(American, 1891 - 1982)
Watercolor No. 23
Watercolor 19 x 27 inches
Signed and dated at lower right: “Johnson 43”
This watercolor, one of thirty-seven that Jonson painted in 1943, reflects the geometric abstraction of the Dutch artist Piet Mondrian(1872–1944).
About the Artist
(American, 1891 - 1982)
Raymond Johnson was born in Chariton, Iowa, the son of a poor Baptist minister who led an itinerant life before settling in Portland, Oregon. In 1909 Jonson enrolled in the newly established Museum Art School of the Portland Art Association, where he studied with a former student of the noted teacher Arthur Wesley Dow (1857-1922). The following year he moved to Chicago and entered the Chicago Academy of Fine Arts. Shortly thereafter Jonson attended the Art Institute of Chicago, where the B.J.O. Nordfeldt (1878-1955) introduced him to modernism. Between 1912 and 1917 Jonson worked as the lighting, stage set, costume and graphics designer for the experimental Chicago Little Theatre, and gained an international reputation for his minimalist stage designs and dramatic lighting effects.
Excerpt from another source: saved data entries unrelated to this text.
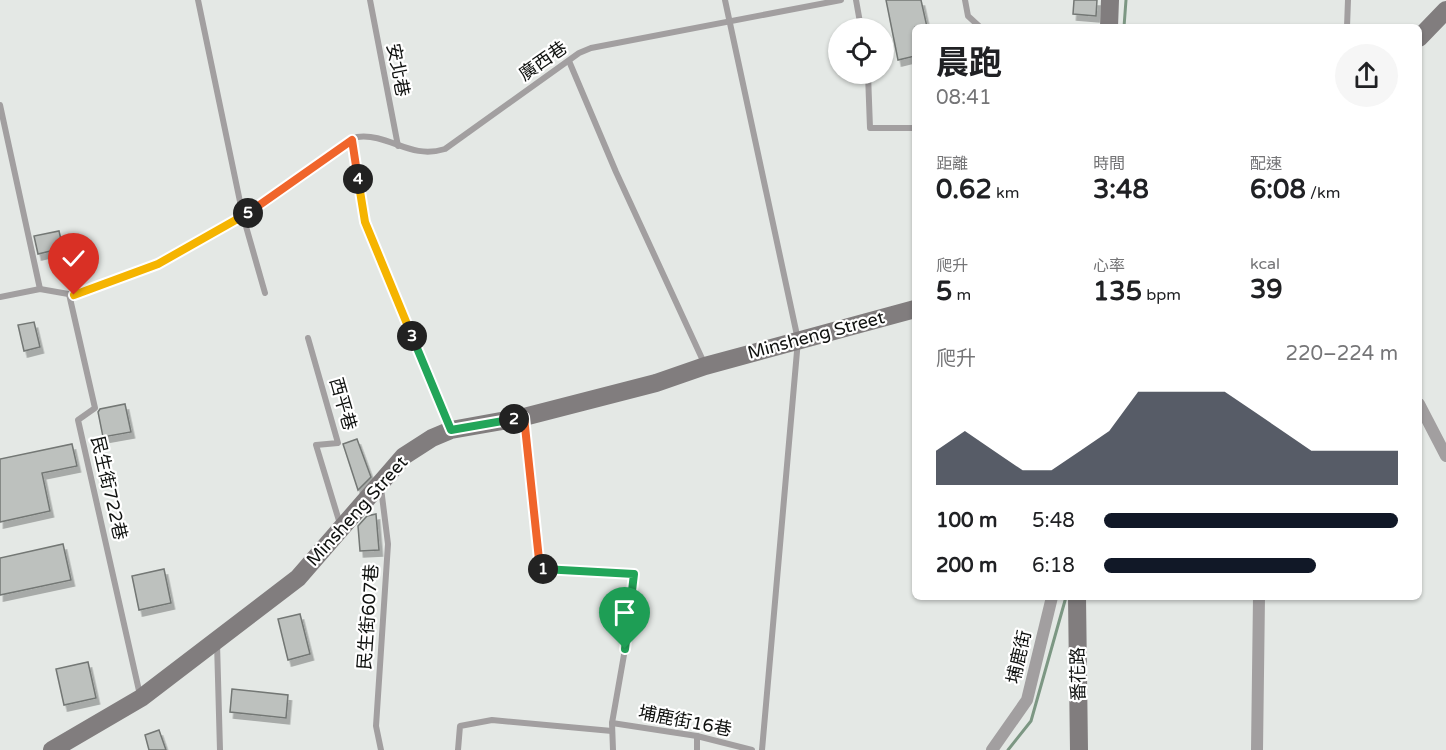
<!DOCTYPE html>
<html lang="zh-TW">
<meta charset="utf-8">
<style>
body{margin:0;font-family:"Varela Round","Noto Sans TC",sans-serif;background:#f6f6f6;color:#202124;height:100vh;display:flex;flex-direction:column;font-size:22px;white-space:nowrap}
*{box-sizing:border-box;margin:0}
p{font-size:20px;color:#757577}
.icon{flex:none;width:33px;height:33px;fill:none;stroke:currentColor;stroke-width:2;stroke-linecap:round;stroke-linejoin:round}
.map{position:relative;flex:1;overflow:hidden}
.details{position:absolute;left:912px;top:24px;width:510px;height:576px;display:flex;flex-direction:column;background:#fff;border-radius:9px;box-shadow:0 2px 4px #0004}
.details>*{flex:none}
.fabs{position:absolute;left:828px;top:18px;display:grid;gap:12px}
.fabs a{display:grid;place-items:center;width:66px;height:66px;border-radius:50%;background:#fff;box-shadow:0 2px 4px #0004;font-size:30px}
.pin{position:absolute;display:grid;place-items:center;width:51px;height:51px;color:#fff;margin:-62px -26px;border-radius:50% 50% 50% 0;rotate:-45deg;box-shadow:0 0 6px #0007}
.pin .icon{rotate:45deg}
.km{position:absolute;width:30px;height:30px;margin:-15px;border-radius:50%;background:#222;color:#fff;font-size:16px;line-height:30px;text-align:center}
.round{display:grid;place-items:center;flex:none;width:63px;height:63px;border-radius:32px;background:#f6f6f6}
.head{display:flex;align-items:center;justify-content:space-between;height:102px;padding:0 24px}
h1{font-size:33px;font-weight:700;line-height:45px}
.figures{display:grid;grid-template-columns:repeat(3,1fr);gap:9px;height:102px;padding:6px 24px}
.figures div{display:grid;align-content:center}
.figures b{font-size:26px;font-weight:700}
.figures small{font-size:16px;font-weight:400}
.figures p{font-size:16px}
.chart{height:168px;padding:12px 24px}
.chart p{display:flex;justify-content:space-between}
.chart svg{width:100%;height:108px;margin-top:6px;fill:#111827;opacity:.7}
ul{padding:0 24px;list-style:none;font-size:20px}
li{display:grid;grid-template-columns:96px 72px 1fr;align-items:center;height:45px}
li i{height:15px;border-radius:8px;background:#111827}
.map>svg:first-child{display:block}
.lines{fill:none;stroke-linecap:round;stroke-linejoin:round}
.stream{stroke:#7c9783;stroke-width:3}
.building{fill:#bdc1be;stroke:#737774;stroke-width:1.5;filter:url(#shadow)}
.lane{stroke:#a29fa0;stroke-width:6}
.street{stroke:#a29fa0;stroke-width:12}
.secondary{stroke:#817d7e;stroke-width:18}
.split-1-casing{stroke:#fff;stroke-width:12}
.split-2-casing{stroke:#fff;stroke-width:12}
.split-3-casing{stroke:#fff;stroke-width:12}
.split-4-casing{stroke:#fff;stroke-width:12}
.split-5-casing{stroke:#fff;stroke-width:12}
.split-6-casing{stroke:#fff;stroke-width:12}
.split-1{stroke:#22a559;stroke-width:8}
.split-2{stroke:#f0652b;stroke-width:8}
.split-3{stroke:#22a559;stroke-width:8}
.split-4{stroke:#f5b400;stroke-width:8}
.split-5{stroke:#f0652b;stroke-width:8}
.split-6{stroke:#f5b400;stroke-width:8}
.labels{text-anchor:middle;stroke-width:4.5;stroke-linejoin:round;paint-order:stroke}
.street-label{font-size:18px;fill:#0f110f;stroke:#fff}
</style>
<div class="map">
<svg width="1446" height="750" viewBox="0 0 1446 750">
<defs>
<filter id="shadow"><feDropShadow dx="3.5" dy="6" stdDeviation="0" flood-color="#0004"/></filter>
</defs>
<rect width="100%" height="100%" fill="#e4e8e5"/>
<g class="lines">
<g class="stream">
<path d="M1124,27L1126,0"/>
<path d="M1008,750L1031,721L1066,597"/>
</g>
</g>
<g class="building">
<path d="M886,0H921L927,27H915V56L898,60Z"/>
<path d="M1074,0H1097L1096,16L1073,14Z"/>
<path d="M59,231L63,248L38,254L34,236Z"/>
<path d="M34,322L40,347L24,351L18,325Z"/>
<path d="M125,404L131,432L103,437L98,412L100,409Z"/>
<path d="M357,439L371,477L358,490L343,444Z"/>
<path d="M72,444L77,466L42,473L50,511L0,522V459Z"/>
<path d="M376,514L379,550L360,551L358,526L367,516Z"/>
<path d="M63,544L71,580L0,595V558Z"/>
<path d="M164,569L171,603L139,610L132,576Z"/>
<path d="M300,614L310,654L288,660L278,619Z"/>
<path d="M88,662L96,698L64,705L56,669Z"/>
<path d="M232,689L288,695L286,718L230,712Z"/>
<path d="M159,730L166,750H149L145,735Z"/>
</g>
<g class="lines">
<g class="lane">
<path d="M198,0L243,216L265,293"/>
<path d="M370,0L398,146"/>
<path d="M725,0L798,340L762,750"/>
<path d="M856,0L861,28"/>
<path d="M965,0L968,16L980,27"/>
<path d="M1347,27L1348,0"/>
<path d="M569,61L616,172L705,365"/>
<path d="M868,74L870,128H915"/>
<path d="M0,105L40,289"/>
<path d="M352,140L365,222L450,428"/>
<path d="M69,294L95,408L78,420L140,695"/>
<path d="M0,297L40,289L74,295L158,264L243,216L357,137C390,133 409,160 445,149L579,53L591,48L841,0"/>
<path d="M308,338L338,443L316,445L340,524"/>
<path d="M524,419L540,569L634,574L625,649L612,723L613,750"/>
<path d="M217,643L220,750"/>
<path d="M612,723L697,736L752,750"/>
<path d="M381,750L376,726L388,544L381,488"/>
<path d="M458,750L460,726L492,720L612,731"/>
<path d="M697,750V736"/>
</g>
<g class="street">
<path d="M1419,404L1446,456"/>
<path d="M992,750L1027,700L1052,597"/>
<path d="M1257,750L1259,597"/>
</g>
<g class="secondary">
<path d="M1109,27L1110,0"/>
<path d="M1419,38L1446,10"/>
<path d="M1077,597L1079,750"/>
<path d="M52,750L141,698L298,578L404,456L432,438L451,430L524,417L656,383L705,366L915,309"/>
</g>
</g>
<g class="lines">
<defs>
<path id="split-1" d="M543,569L634,574L625,649"/>
<path id="split-2" d="M514,419L524,417L540,569H543"/>
<path id="split-3" d="M412,336L451,430L514,419"/>
<path id="split-4" d="M358,179L365,222L412,336"/>
<path id="split-5" d="M248,213L352,140L358,179"/>
<path id="split-6" d="M74,295L158,264L248,213"/>
</defs>
<use href="#split-1" class="split-1-casing"/>
<use href="#split-2" class="split-2-casing"/>
<use href="#split-3" class="split-3-casing"/>
<use href="#split-4" class="split-4-casing"/>
<use href="#split-5" class="split-5-casing"/>
<use href="#split-6" class="split-6-casing"/>
<use href="#split-1" class="split-1"/>
<use href="#split-2" class="split-2"/>
<use href="#split-3" class="split-3"/>
<use href="#split-4" class="split-4"/>
<use href="#split-5" class="split-5"/>
<use href="#split-6" class="split-6"/>
</g>
<g class="labels">
<g class="street-label">
<text transform="translate(543 61) rotate(-35)" y="6">廣西巷</text>
<text transform="translate(398 70) rotate(79)" y="6">安北巷</text>
<text transform="translate(816 335) rotate(-15)" y="6">Minsheng Street</text>
<text transform="translate(343 404) rotate(74)" y="6">西平巷</text>
<text transform="translate(109 488) rotate(77)" y="6">民生街722巷</text>
<text transform="translate(357 511) rotate(-48)" y="6">Minsheng Street</text>
<text transform="translate(368 617) rotate(-86)" y="6">民生街607巷</text>
<text transform="translate(1019 657) rotate(-77)" y="6">埔鹿街</text>
<text transform="translate(1078 674) rotate(-91)" y="6">番花路</text>
<text transform="translate(685 721) rotate(11)" y="6">埔鹿街16巷</text>
</g>
</g>
</svg>
<div class="fabs">
<a><svg class="icon" aria-label="locate" viewBox="0 0 24 24"><circle cx="12" cy="12" r="6"/><path d="M12 2v4M12 18v4M2 12h4M18 12h4"/></svg></a>
</div>
<div class="pin" style="left:625px;top:649px;background:#1e9e55"><svg class="icon" aria-label="arrive" viewBox="0 0 24 24"><path d="M6 21V4h12l-3 4 3 4H6"/></svg></div>
<div class="pin" style="left:74px;top:295px;background:#d93025"><svg class="icon" aria-label="check" viewBox="0 0 24 24"><path d="M5 12l5 5 9-10"/></svg></div>
<b class="km" style="left:543px;top:569px">1</b>
<b class="km" style="left:514px;top:419px">2</b>
<b class="km" style="left:412px;top:336px">3</b>
<b class="km" style="left:358px;top:179px">4</b>
<b class="km" style="left:248px;top:213px">5</b>
<section class="details">
<div class="head"><div><h1>晨跑</h1><p>08:41</p></div><a class="round"><svg class="icon" aria-label="share" viewBox="0 0 24 24"><path d="M12 15V3M7 8l5-5 5 5M5 13v7h14v-7"/></svg></a></div>
<div class="figures">
<div><p>距離</p><b>0.62<small> km</small></b></div>
<div><p>時間</p><b>3:48</b></div>
<div><p>配速</p><b>6:08<small> /km</small></b></div>
</div>
<div class="figures">
<div><p>爬升</p><b>5<small> m</small></b></div>
<div><p>心率</p><b>135<small> bpm</small></b></div>
<div><p>kcal</p><b>39</b></div>
</div>
<div class="chart"><p><span>爬升</span>220–224 m</p>
<svg viewBox="0 0 160 44" preserveAspectRatio="none"><path d="M0 44V30L10 22L20 30L30 38L40 38L50 30L60 22L70 6L80 6L90 6L100 6L110 14L120 22L130 30L140 30L150 30L160 30V44z"/></svg>
</div>
<ul>
<li><b>100 m</b>5:48<i style="width:100%"></i></li>
<li><b>200 m</b>6:18<i style="width:72%"></i></li>
</ul>
</section>
</div>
Jonson spent the summer of 1922 in Santa Fe, New Mexico and settled there permanently two years later. He devoted himself entirely to painting, and tirelessly advocated modernism through teaching and organizing exhibitions. In 1938 he began to teach part-time at the University of New Mexico at Albuquerque, and founded the Transcendental Painting Group of abstract artists. Johnson began to teach at the University of New Mexico full-time in 1950, and lived in the Jonson Gallery, a studio, residence, and exhibition area that had been specially built on campus for him (it is now part of the University Art Museum of The University of New Mexico). He became emeritus professor of art at the university in 1954, but remained director of the gallery. Jonson was a highly individualistic artist and important pioneer in the history American abstract painting.¹
1. The standard biography of Jonson is Ed Garman, The Art of Raymond Jonson, Painter (Albuquerque: University of New Mexico Press, 1976); useful discussions of him are Virginia M. Mecklenburg, The Patricia and Phillip Frost Collection: American Abstraction, 1930-1945 (Washington, DC: National Museum of American Art and Smithsonian Institution Press, 1989), pp. 115-117, and Gail Levin and Marianne Lorenz, Theme & Improvisation: Kandinsky & the American Avant-Garde, 1912-1950 (exh. cat. Dayton Art Institute, Ohio, 1992), pp. 91-116.